Stella & Chewy’s Founder Marie Moody Is Proud Of Being The Top Dog (And Mom)

Marie Moody’s career has gone to the dogs…in a good way. The creator of Stella & Chewy’s, an organic dog food line, Marie has created an empire–and it was all because of her love for her little shelter dog, Chewy. Here’s her story.


What were you doing prior to launching Stella & Chewy’s?

I worked as a fashion sales rep. It was a glamorous life, but it wasn’t fulfilling. In fact, I had been fired from three jobs in the fashion industry—that’s how much I didn’t like it. [laughs] You know that you need to switch jobs when you’re already thinking about your lunch hour at 9:00 AM! I would walk down Seventh Avenue at break time and I just knew that I needed a serious career change.

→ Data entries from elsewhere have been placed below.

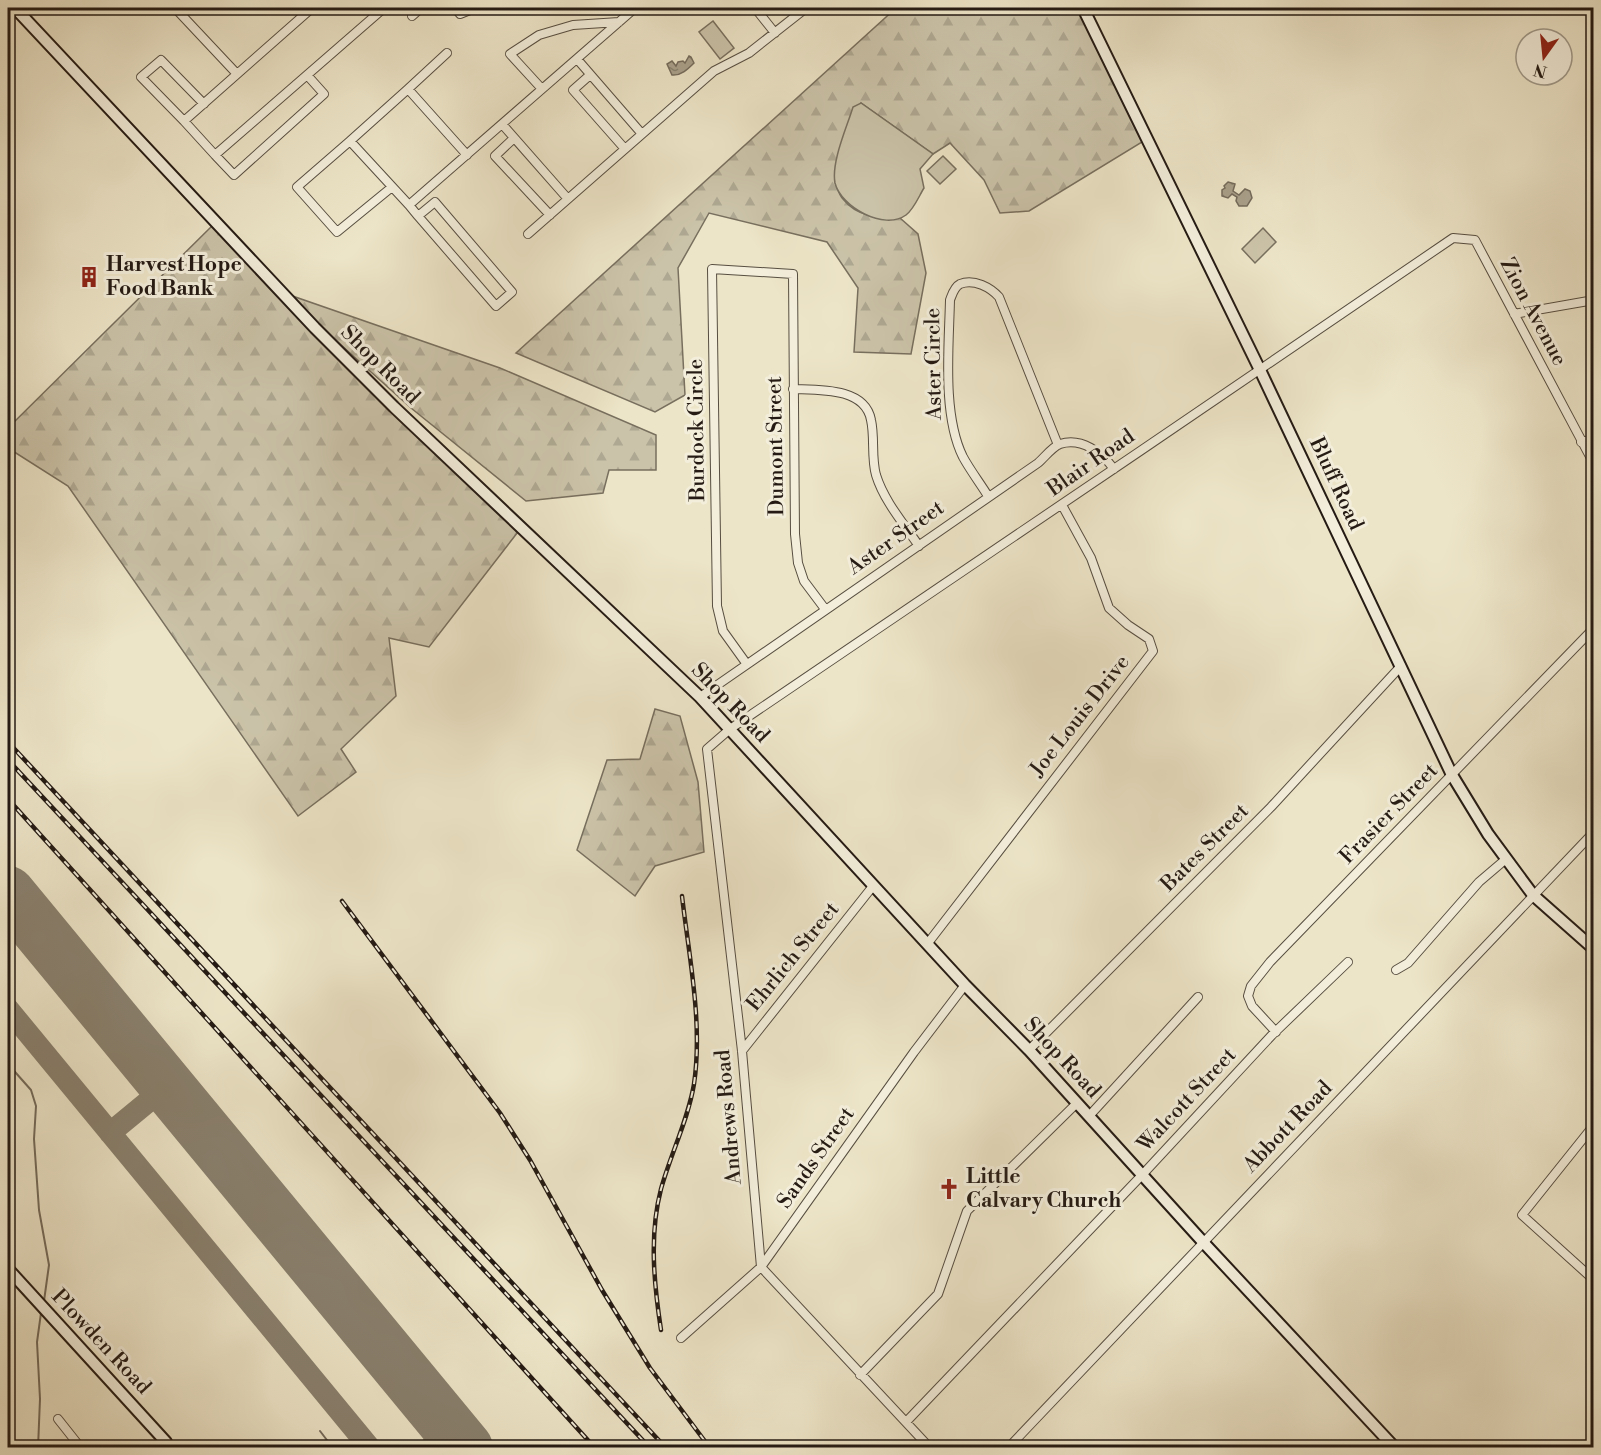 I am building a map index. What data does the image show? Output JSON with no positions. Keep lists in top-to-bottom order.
{
  "streets": {
    "street": [
      "Zion Avenue",
      "Aster Circle",
      "Shop Road",
      "Burdock Circle",
      "Dumont Street",
      "Blair Road",
      "Bluff Road",
      "Aster Street",
      "Joe Louis Drive",
      "Frasier Street",
      "Bates Street",
      "Ehrlich Street",
      "Walcott Street",
      "Andrews Road",
      "Abbott Road",
      "Sands Street",
      "Plowden Road"
    ]
  },
  "crossings": [
    ["Zion Avenue", "Blair Road"],
    ["Aster Circle", "Aster Street"],
    ["Shop Road", "Blair Road"],
    ["Shop Road", "Aster Street"],
    ["Shop Road", "Joe Louis Drive"],
    ["Shop Road", "Bates Street"],
    ["Shop Road", "Ehrlich Street"],
    ["Shop Road", "Walcott Street"],
    ["Shop Road", "Andrews Road"],
    ["Shop Road", "Abbott Road"],
    ["Shop Road", "Sands Street"],
    ["Burdock Circle", "Dumont Street"],
    ["Burdock Circle", "Aster Street"],
    ["Dumont Street", "Aster Street"],
    ["Blair Road", "Bluff Road"],
    ["Blair Road", "Joe Louis Drive"],
    ["Blair Road", "Andrews Road"],
    ["Bluff Road", "Frasier Street"],
    ["Bluff Road", "Bates Street"],
    ["Bluff Road", "Abbott Road"],
    ["Frasier Street", "Walcott Street"],
    ["Ehrlich Street", "Andrews Road"],
    ["Andrews Road", "Sands Street"]
  ],
  "places": {
    "building": ["Harvest Hope Food Bank"],
    "church": ["Little Calvary Church"]
  },
  "north": "bottom"
}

What was the impetus for creating your dog food line?

I adopted a shelter dog, a terrier mix that I named Stella. She was a wonderful dog, but as a terrier mix, she so destructive! She would chew my shoes all the time. I didn’t want her to be alone—and I figured she might be happier if she had a boyfriend—so I adopted a second dog, Chewy. Chewy was an Airedale/Sharpei mix. But it wasn’t long before I found out that Chewy was really sick with distemper.

Oh, wow. Distemper is very serious and dangerous for a pet.

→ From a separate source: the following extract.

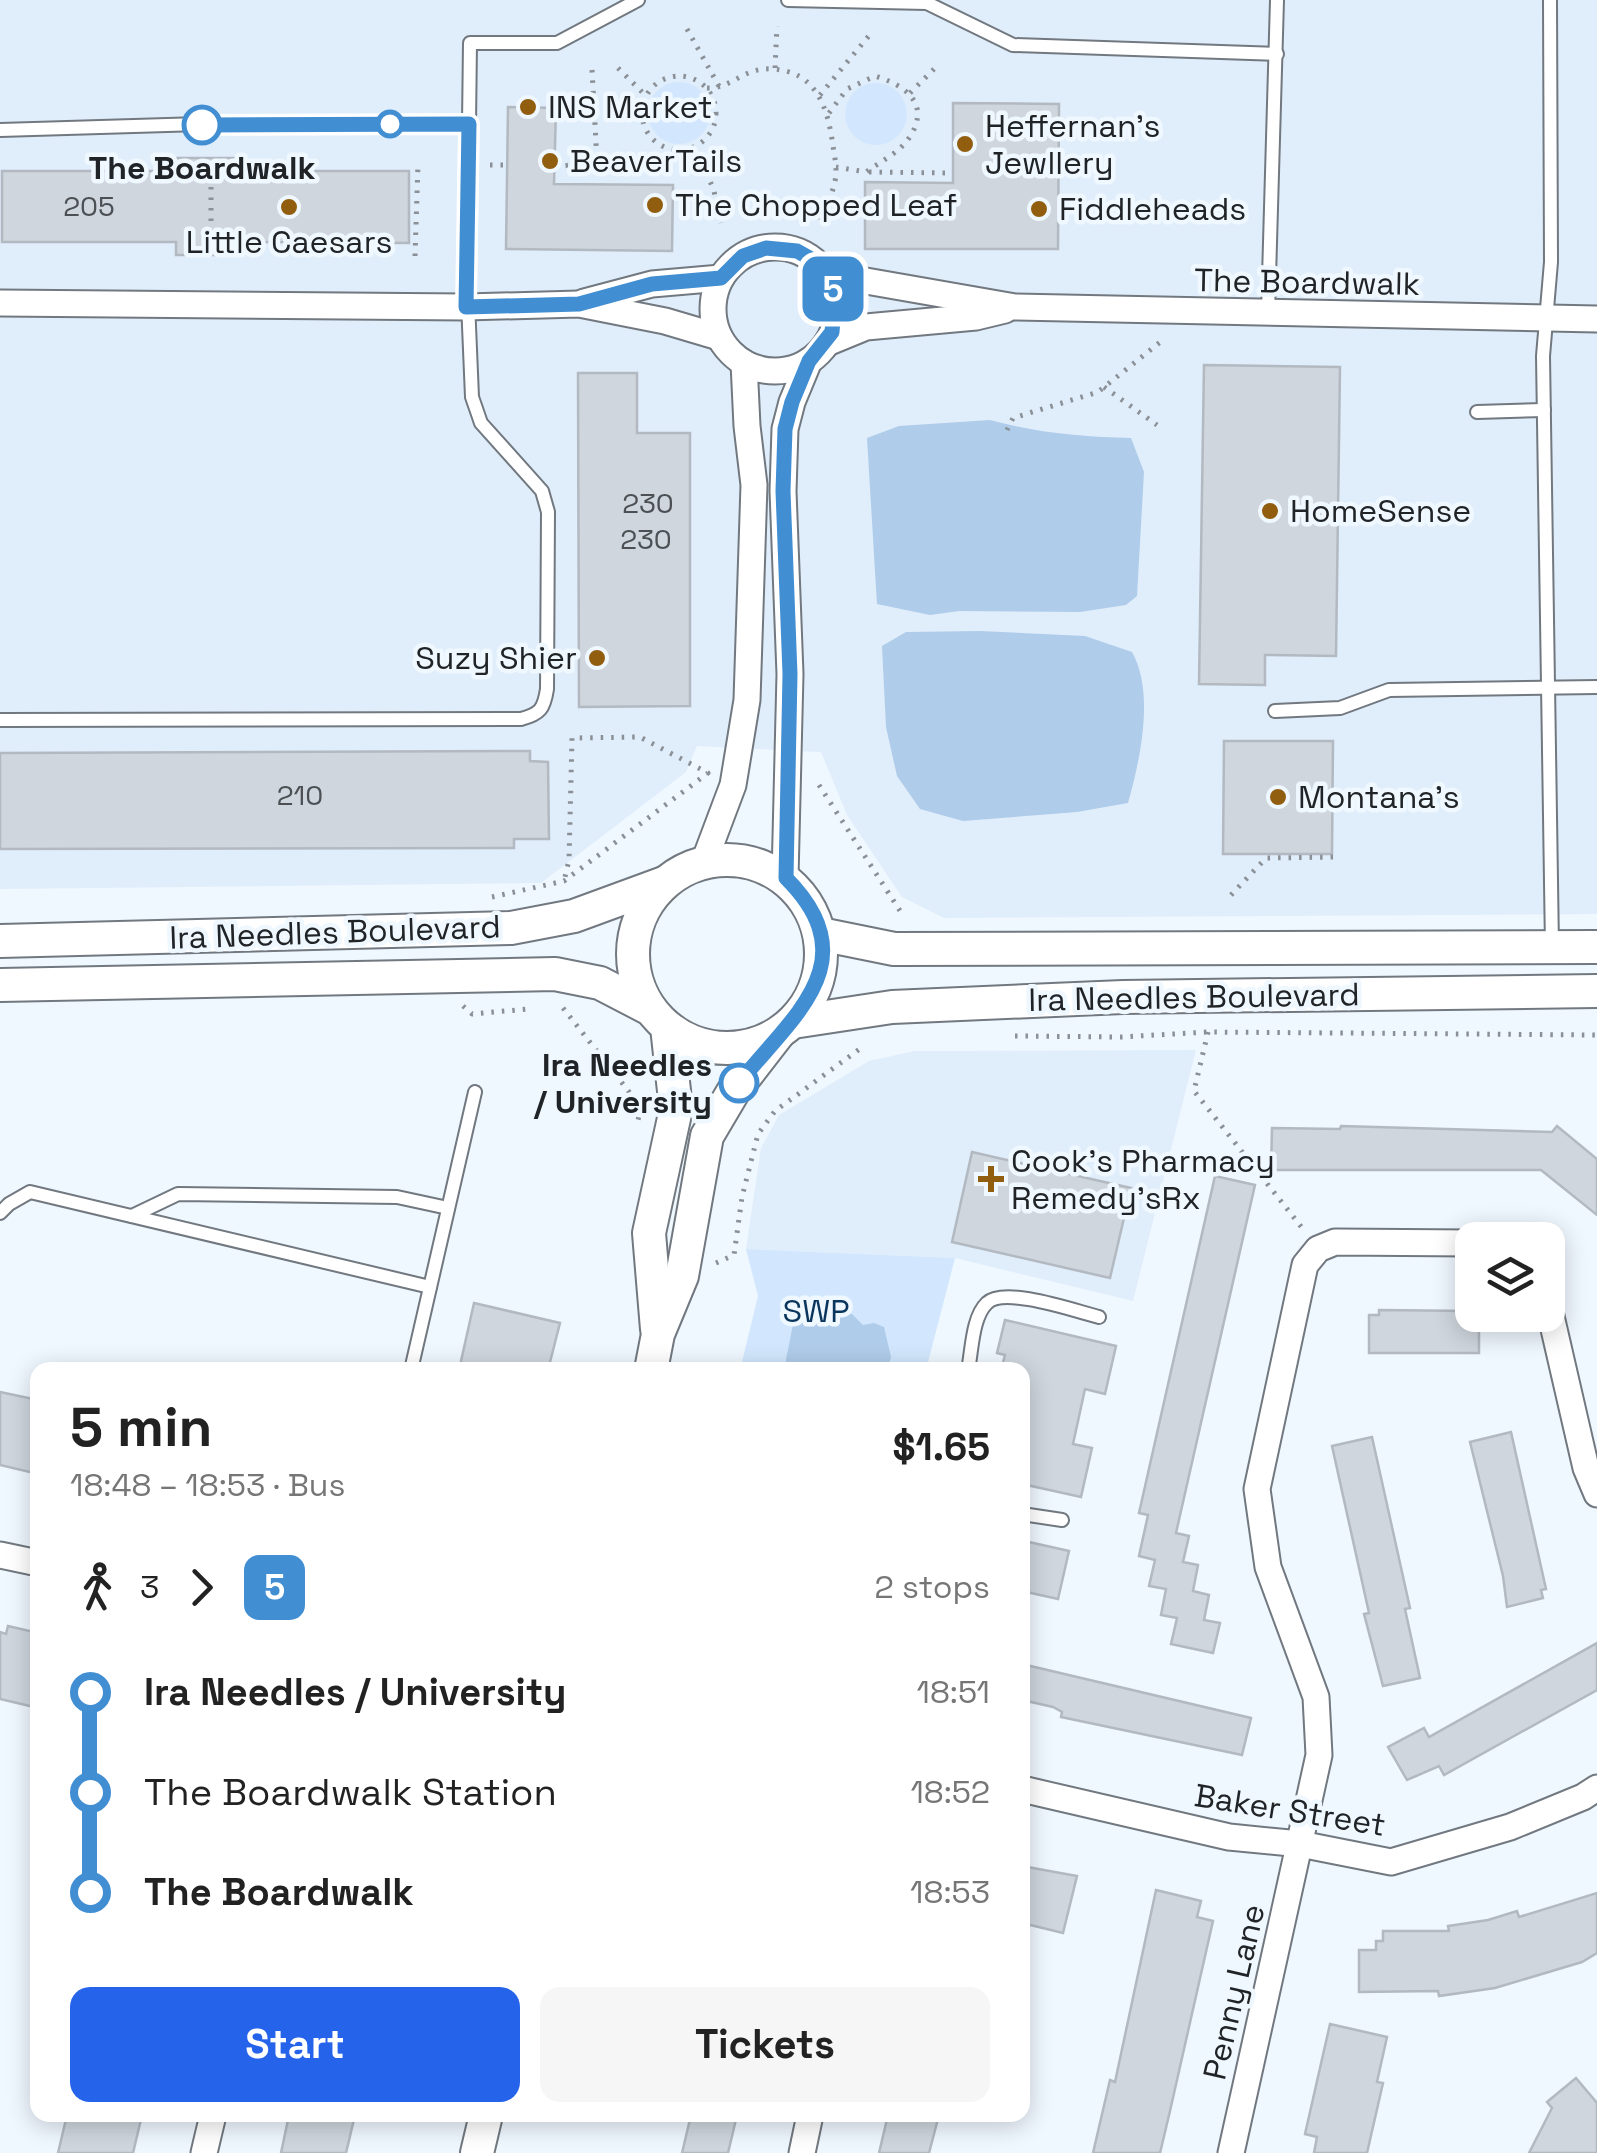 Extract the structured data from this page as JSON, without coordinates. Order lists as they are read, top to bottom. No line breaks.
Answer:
{"streets":{"main road":["Ira Needles Boulevard"],"street":["The Boardwalk","Baker Street","Penny Lane"]},"crossings":[["Baker Street","Penny Lane"]],"parks":["SWP"],"places":{"other":["INS Market","The Boardwalk","Heffernan's Jewllery","BeaverTails","The Chopped Leaf","Little Caesars","Fiddleheads","HomeSense","Suzy Shier","Montana's","Ira Needles / University"],"health":["Cook's Pharmacy Remedy'sRx"]},"lines":["bus line 5"],"house_numbers":["205","230","230","210"],"page":{"on_map":"5","heading":["5 min","18:48 – 18:53 · Bus","$1.65"],"legs":["3","5","2 stops"],"list":[{"name":"Ira Needles / University","value":"18:51"},{"name":"The Boardwalk Station","value":"18:52"},{"name":"The Boardwalk","value":"18:53"}],"buttons":["Start","Tickets"]}}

It is. But I was determined to nurse Chewy back to health. I realized that dogs are descendants of wolves and foxes, and their diet is raw. So I began to research raw diets and I thought, “This might work.” I realized that a raw diet might make Chewy better…and it did. I went to Whole Foods, and pushed my shopping cart through the aisles, filling it with all organic veggies and meats for my Chewy. I went home and prepared it for him, to nurse him back to health. Chewy’s health dramatically improved on the raw organic diet. I was so happy.

What made you think to take this idea and turn it into a company?

I saw how much healthier Chewy was and I wanted to offer this same diet to other dog owners who might need the same help I did. After all, pet owners will spend money on spas and sweaters for their dogs, but they might not invest as much in their dog’s dietary needs. And it wasn’t from lack of love; it was from lack of choices. I felt that people would invest in an organic diet for their pet if a) it was available to them and b) they understood how vital it was to their pet’s health.

Launching a business takes a lot of time and many steps. How did you bring this to market?

It wasn’t easy. At all. I spent many months writing business plans and doing research. In doing all of that, I wound up with no savings. But I was absolutely determined. I received a delivery for 1,000 pounds of organic meat—at my apartment. I had bought industrial-size freezers, and they were all sitting in my living room, right where my sofa and love seat should have been!
[laughs] I went to local pet stores and asked them to sell it and they didn’t want to. So I told them to offer it to customers, and if it still didn’t sell that I would come back and pick it up. Sure enough, the storeowners called back in a couple of days—but this time it was to order some product. But then I ran into another problem. Many of the pet stores didn’t have freezers, so I had to buy freezers for them. That meant getting a loan from my dad.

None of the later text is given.